## An optimized compacted sparse merkle tree

Recently, I have designed and implemented a sparse merkle tree which has the following advantages:

• No pre-calculated hash set
• Support both exist proof and non-exists proof
• Efficient storage and key updating

I write this article to explain the construction and optimization tricks of the SMT.

Before diving into details, please make sure you completely understood what sparse merkle tree is, these articles would be helpful:

Trick 1: Zero value optimized hash function.

We define the node merging function:

1. if L == 0, return R
2. if R == 0, return L
3. otherwise return sha256(L, R)

By following this rule, the root of an empty SMT is zero, and nodes contract the SMT are all zero-valued; this brings an advantage: since all nodes are zero-valued for the empty tree, we do not need a pre-calculated hash set.

There’s only one issue; this function potentially produces the same value for a different pair of leaves, for example:  `merge(N, 0) == merge(0, N)` . So in our SMT, there may be two trees with the same root but constructed from different leaves. This issue breaks the safety of SMT(an attacker can fooling verifier by pretending the root is constructed from an alternative set of leaves).

To fix this, instead of using `hash(value)` as a leaf’s value, we compute the  `hash(key, value)`  as a leaf’s value, leaves using this value to merge with their sibling.

Additionally, we store `leaf_hash -> value`  in a map to keep the index of the original value.

Let’s prove the security of this construction.

• Since the key is included in the leaf_hash, and leaf’s key is a unique value in SMT, so no matter what the   `value`  is, a leaf’s hash value is unique in the tree.
• Each node is either merged by two different hashes or merged by a hash with a zero-value.

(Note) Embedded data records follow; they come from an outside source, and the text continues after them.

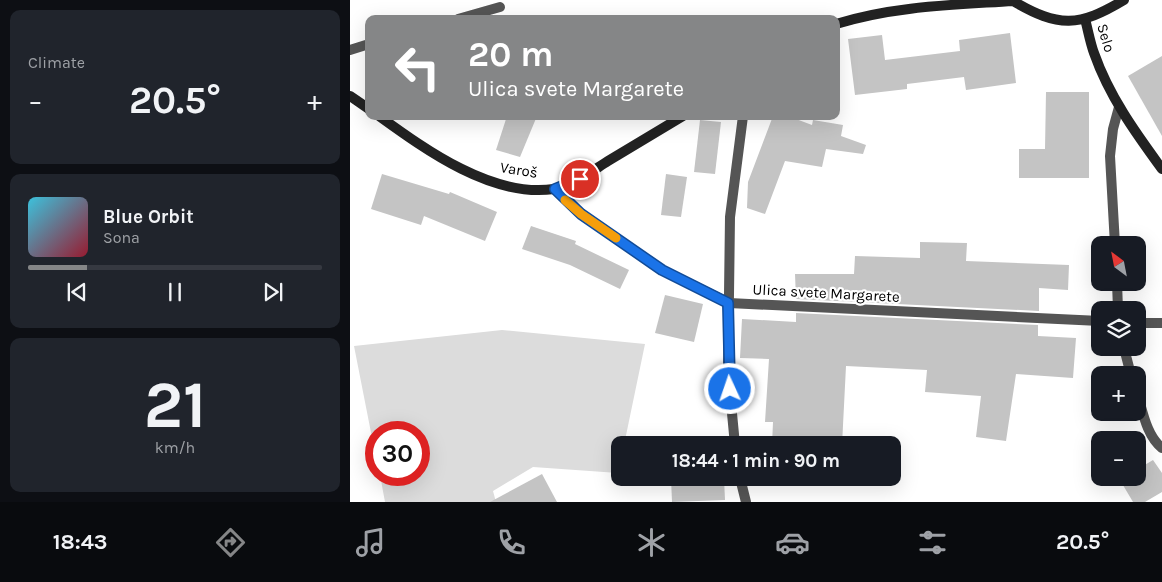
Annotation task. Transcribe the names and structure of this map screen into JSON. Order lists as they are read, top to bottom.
{
  "streets": {
    "main road": ["Selo", "Varoš"],
    "street": ["Ulica svete Margarete"]
  },
  "crossings": [
    ["Varoš", "Ulica svete Margarete"]
  ],
  "north": "top left",
  "page": {
    "tile": [
      "Climate",
      ["21", "km/h"]
    ],
    "turn": ["20 m", "Ulica svete Margarete"],
    "heat": ["−", "20.5°", "+"],
    "song": ["Blue Orbit", "Sona"],
    "map_buttons": ["+", "−"],
    "limit": "30",
    "trip": "18:44 · 1 min · 90 m",
    "tabs": ["18:43", "20.5°"]
  }
}
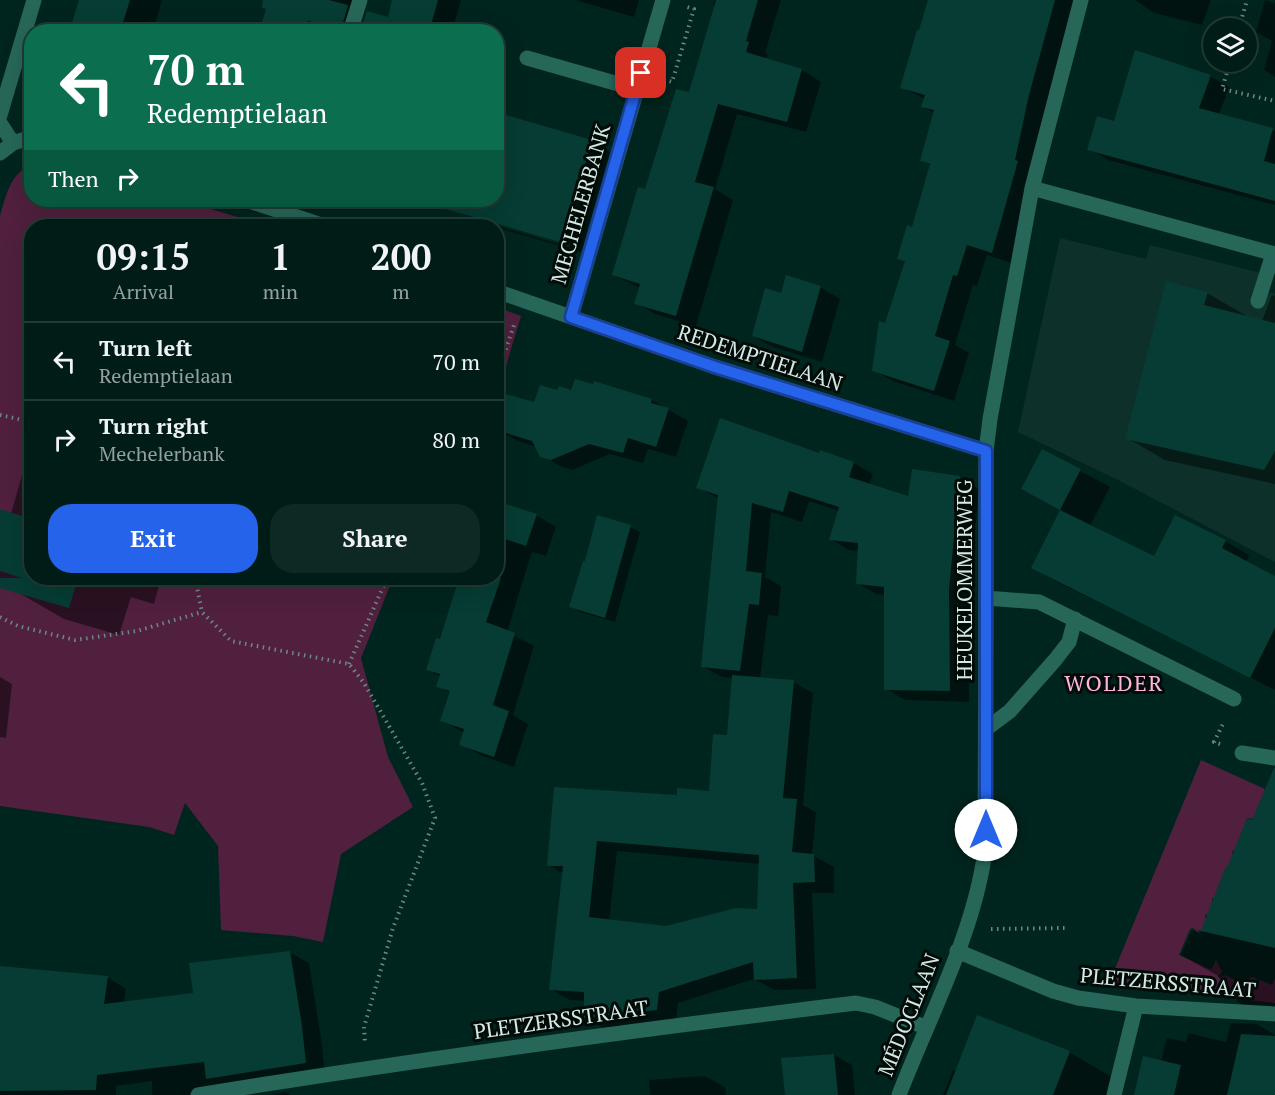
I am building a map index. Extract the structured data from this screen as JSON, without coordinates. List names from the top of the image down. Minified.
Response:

We already knew that all leaves have a unique hash, so their parent nodes also have a unique hash at the height `n`, and so on, the nodes at `n + 1` all have a unique hash, until the root.
• For the root, if the tree is empty, we got zero, or if the tree is not empty, the root must merge from two hashes or a hash with a zero, it’s still unique, any changes in the leaves will also change the root hash.

So we believe this construction is security because we can’t construct a collision root hash.

Trick 2: Only store unique non-zero nodes.

The classical node structure for an SMT is `Node {left, right}`, it works fine if we insert every node from root of the tree to bottom, but with the zero-value optimization, mostly nodes are duplicated, we want our tree only store unique nodes.

The idea is simple: for a single leaf SMT, we only store the leaf itself, when inserting new leaves, we figure a way to extract location information from tree storage, and decide the merging order of hashes.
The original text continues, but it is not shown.